Il trattamento del silenzio è una delle tattiche passive-aggressive più frustranti. Parliamo di un abuso emotivo silenzioso che ha lo scopo di controllare, punire o disarmare chi lo riceve. Nel mio articolo dedicato al “Trattamento del silenzio” ti ho spiegato che questa tattica non è una peculiarità del narcisista e che, purtroppo, spesso anche una mamma “emotivamente immatura” può esercitare sul figlio questo silenzioso abuso emotivo.
A seconda delle dinamiche innescate, il trattamento del silenzio può far sentire la vittima invisibile, insignificante, impotente… ma anche intimidita! Può innescare confusione, dubbi o persino sensi di colpa. Sempre in base alle dinamiche del rapporto, il trattamento del silenzio può esprimere disprezzo, disapprovazione e far insorgere un forte senso di rabbia, impotenza e frustrazione.
Le dinamiche del trattamento del silenzio
Se sei vittima di questo abuso emotivo c’è qualcosa che puoi fare per chiamarti fuori dai giochi, tuttavia, prima di vedere come puoi comportarti, vorrei descrivere alcune dinamiche molto comuni, dove il trattamento del silenzio prende connotazioni sottilmente diverse. Primo esempio: tua madre ti chiede di andare vacanza con lei, tu rifiuti e lei, risentita, ti sottopone al trattamento del silenzio; diventa fredda, distaccata, non risponde alle tue telefonate e se, in casa, le rivolgi la parola, lei ti risponde con frasi brevi e troncate.
Lo scopo del trattamento del silenzio è manipolarti, indurti a cedere e a rivedere la tua posizione, tua madre non accetta il tuo rifiuto e il trattamento del silenzio diventa un abuso emotivo per renderti più malleabile. Qui, il trattamento del silenzio, vuole essere punitivo ma soprattutto manipolatorio. Tua madre è risentita, offesa, ferita dal tuo rifiuto… lo palesa con il suo silenzio perché non vuole accettare che tu possa avere una tua autonomia e possa sottrarti alla sua volontà.

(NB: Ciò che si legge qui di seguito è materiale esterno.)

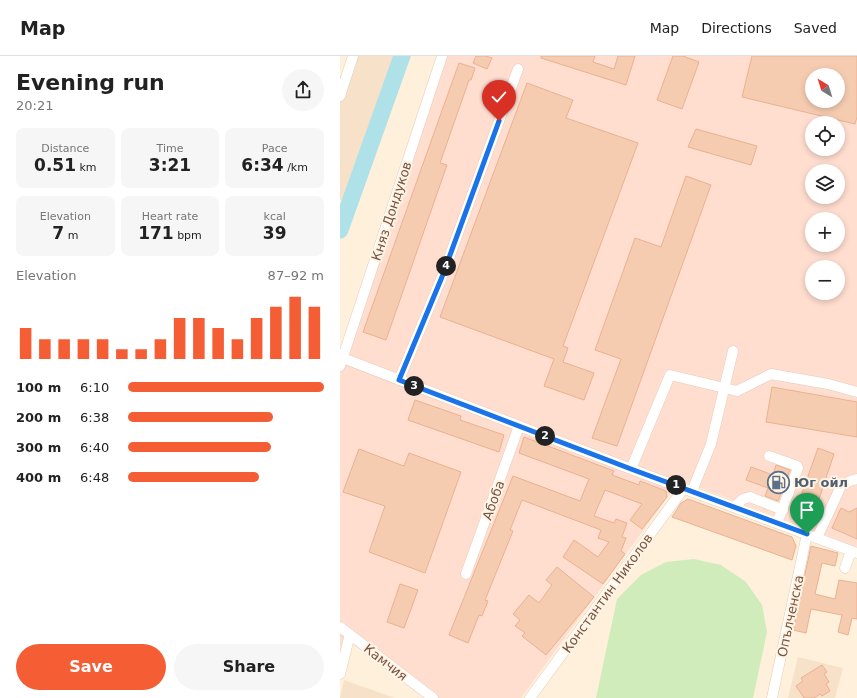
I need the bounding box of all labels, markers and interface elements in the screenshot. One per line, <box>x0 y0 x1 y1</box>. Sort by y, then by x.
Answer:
text: Map <box>20 17 65 39</box>
text: Map <box>650 20 679 36</box>
text: Directions <box>701 20 772 36</box>
text: Saved <box>794 20 837 36</box>
north arrow <box>805 68 845 108</box>
map controls <box>805 68 845 300</box>
button: share <box>282 69 324 111</box>
text: Evening run <box>16 70 165 95</box>
pin <box>482 80 516 121</box>
icon: check <box>488 86 510 108</box>
text: 20:21 <box>16 98 53 113</box>
button: locate <box>805 116 845 156</box>
text: Distance <box>41 142 89 155</box>
text: Time <box>157 142 183 155</box>
text: Pace <box>262 142 288 155</box>
text: 0.51 <box>34 155 76 175</box>
text: 3:21 <box>149 155 191 175</box>
text: 6:34 <box>241 155 284 175</box>
street label: Княз Дондуков <box>368 160 415 263</box>
text: km <box>76 161 97 174</box>
text: /km <box>284 161 308 174</box>
button: layers <box>805 164 845 204</box>
text: Elevation <box>40 210 91 223</box>
text: Heart rate <box>142 210 198 223</box>
text: kcal <box>264 210 286 223</box>
button: + <box>805 212 845 252</box>
text: 7 <box>52 223 64 243</box>
text: 171 <box>138 223 174 243</box>
text: 39 <box>263 223 286 243</box>
text: m <box>64 229 78 242</box>
text: bpm <box>174 229 202 242</box>
pin: 4 <box>436 256 456 276</box>
text: 4 <box>442 259 450 272</box>
button: − <box>805 260 845 300</box>
text: Elevation <box>16 268 76 283</box>
text: 87–92 m <box>268 268 324 283</box>
pin: 3 <box>404 376 424 396</box>
text: 3 <box>410 379 418 392</box>
text: 100 m <box>16 380 61 395</box>
text: 6:10 <box>80 380 109 395</box>
text: 200 m <box>16 410 61 425</box>
text: 6:38 <box>80 410 109 425</box>
pin: 2 <box>535 426 555 446</box>
text: 2 <box>541 429 549 442</box>
text: 300 m <box>16 440 61 455</box>
text: 6:40 <box>80 440 109 455</box>
fuel station icon: Юг ойл <box>765 469 791 495</box>
text: 400 m <box>16 470 61 485</box>
text: 6:48 <box>80 470 109 485</box>
pin: 1 <box>666 475 686 495</box>
place label: Юг ойл <box>794 475 848 490</box>
street label: Абоба <box>479 478 508 522</box>
text: 1 <box>672 478 680 491</box>
pin <box>790 493 824 534</box>
icon: arrive <box>796 499 818 521</box>
street label: Константин Николов <box>559 531 656 656</box>
street label: Опълченска <box>774 574 806 658</box>
street label: Камчия <box>361 641 410 684</box>
button: Save <box>16 644 166 690</box>
button: Share <box>174 644 324 690</box>

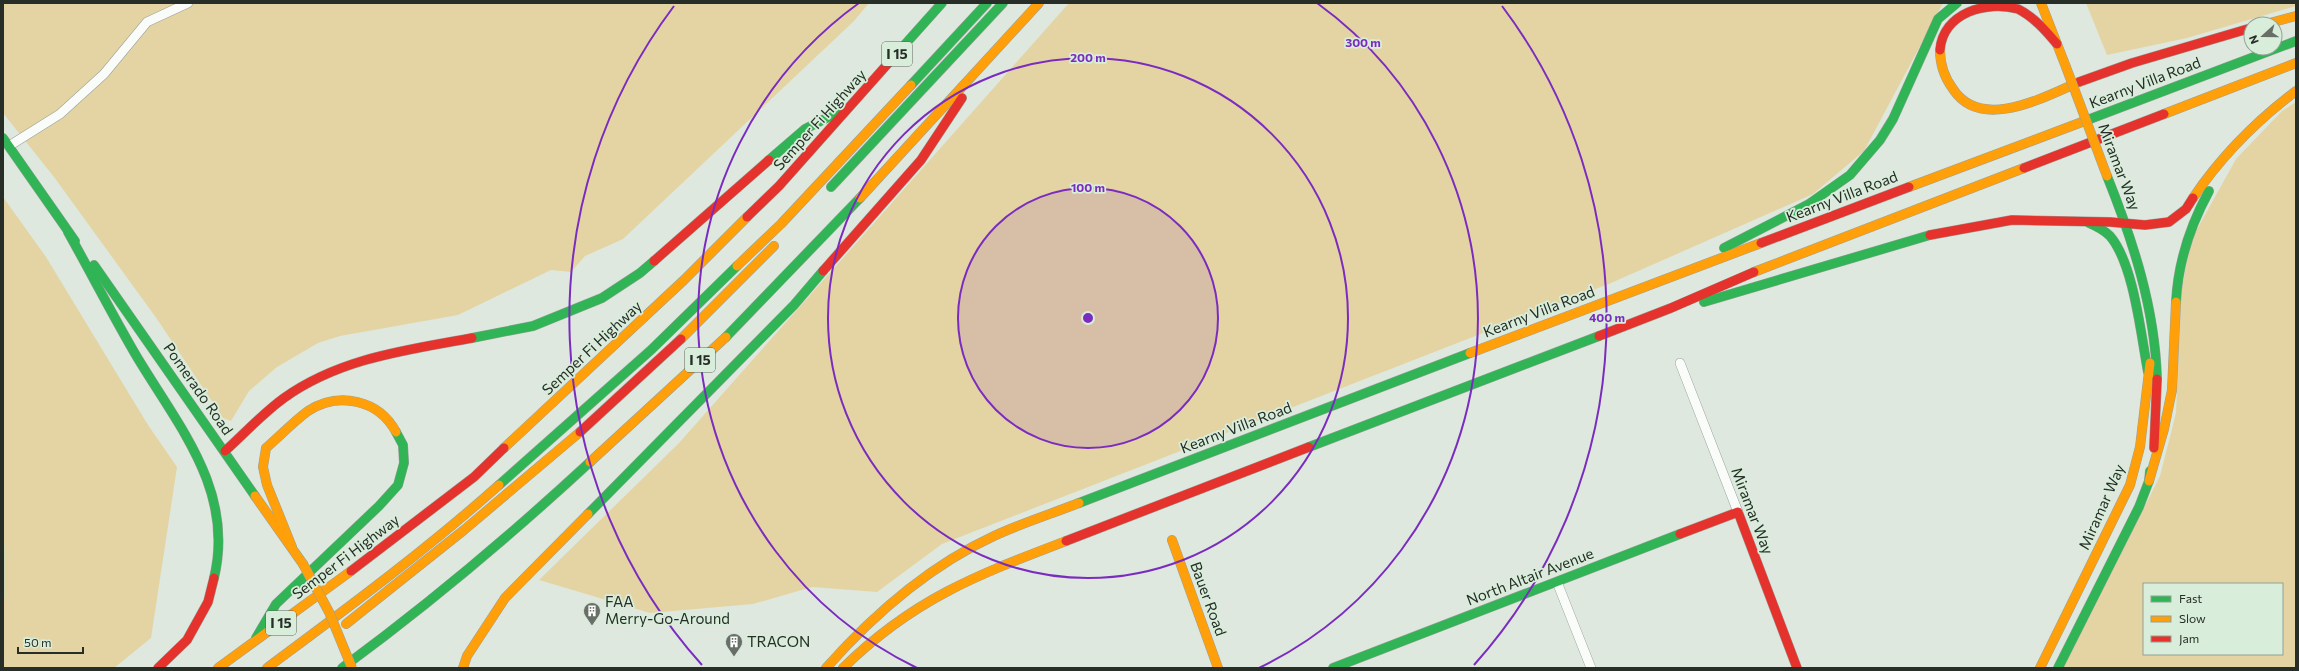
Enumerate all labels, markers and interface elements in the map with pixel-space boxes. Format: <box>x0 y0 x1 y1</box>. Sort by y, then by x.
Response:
north arrow <box>2243 16 2283 56</box>
text: N <box>2246 34 2261 46</box>
text: 300 m <box>1345 35 1381 49</box>
road number: I 15 <box>882 42 912 66</box>
text: 200 m <box>1070 50 1106 64</box>
street label: Kearny Villa Road <box>2086 53 2203 112</box>
street label: Semper Fi Highway <box>769 65 870 174</box>
street label: Miramar Way <box>2095 121 2145 213</box>
street label: Kearny Villa Road <box>1783 167 1900 226</box>
text: 100 m <box>1071 180 1105 194</box>
street label: Kearny Villa Road <box>1480 282 1597 341</box>
street label: Semper Fi Highway <box>538 296 645 398</box>
text: 400 m <box>1589 310 1625 324</box>
centre of rings <box>1081 311 1095 325</box>
street label: Pomerado Road <box>160 339 237 438</box>
road number: I 15 <box>685 348 715 372</box>
street label: Kearny Villa Road <box>1177 398 1294 457</box>
street label: Miramar Way <box>2074 461 2128 552</box>
street label: Miramar Way <box>1728 465 1778 557</box>
street label: Semper Fi Highway <box>288 510 403 602</box>
street label: North Altair Avenue <box>1464 543 1596 609</box>
street label: Bauer Road <box>1187 559 1231 638</box>
legend <box>2143 583 2283 655</box>
text: Fast <box>2179 591 2202 605</box>
place label: FAA Merry-Go-Around <box>605 592 730 627</box>
building icon: FAA Merry-Go-Around <box>582 601 602 626</box>
road number: I 15 <box>266 611 296 635</box>
text: Slow <box>2179 611 2206 625</box>
scale bar <box>18 629 83 655</box>
text: Jam <box>2179 631 2199 646</box>
building icon: TRACON <box>724 632 744 657</box>
place label: TRACON <box>747 632 810 650</box>
text: 50 m <box>24 635 52 649</box>

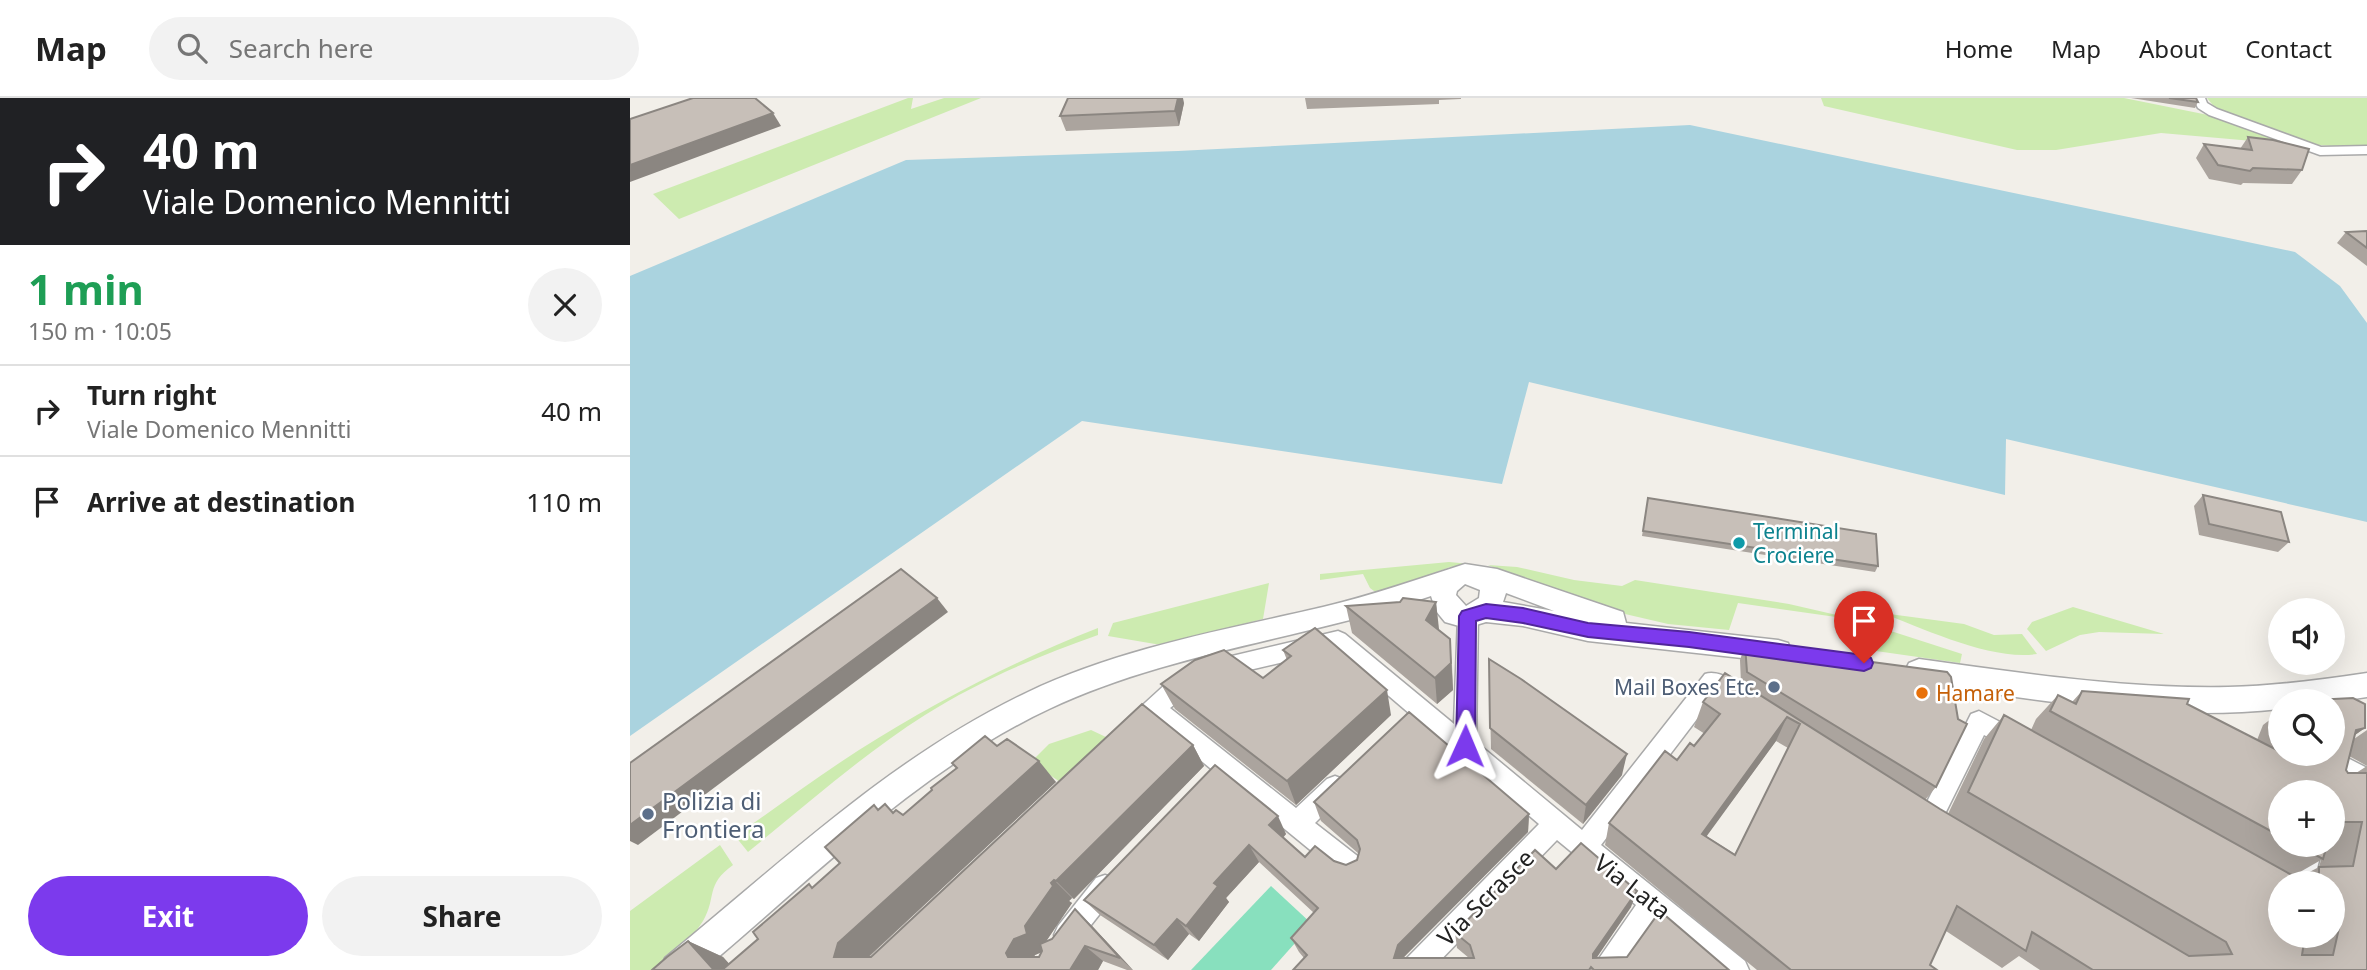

Secondo esempio: il tuo partner diventa freddo, distaccato e si rifiuta di rivolgerti la parola perché tu hai detto o fatto qualcosa che lo ha infastidito. In tale contesto, ci sono molte probabilità che tu, subendo questo abuso emotivo, sarai portata ad agire di istinto e provare a scusarti.
Non basteranno tutte le scuse del mondo perché il silenzio dell’altro non passerà fin quando il partner non si sentirà abbastanza “forte e soddisfatto”. In questo caso, il partner vuole semplicemente punirti. Il trattamento del silenzio è una punizione, un’espressione di disprezzo passiva-aggressiva. Il partner, in questo caso, non vuole manipolarti ma solo sottometterti e punirti per un affronto subito (reale o immaginario).
Questa dinamica è molto più comune di quanto pensi e non ci sono scuse che reggano anche se il tuo atteggiamento (quello che ha causato la disapprovazione del partner) è stato ragionevole e legittimo. Questa dinamica si può innescare anche se semplicemente arrivi a un appuntamento con un po’ di ritardo.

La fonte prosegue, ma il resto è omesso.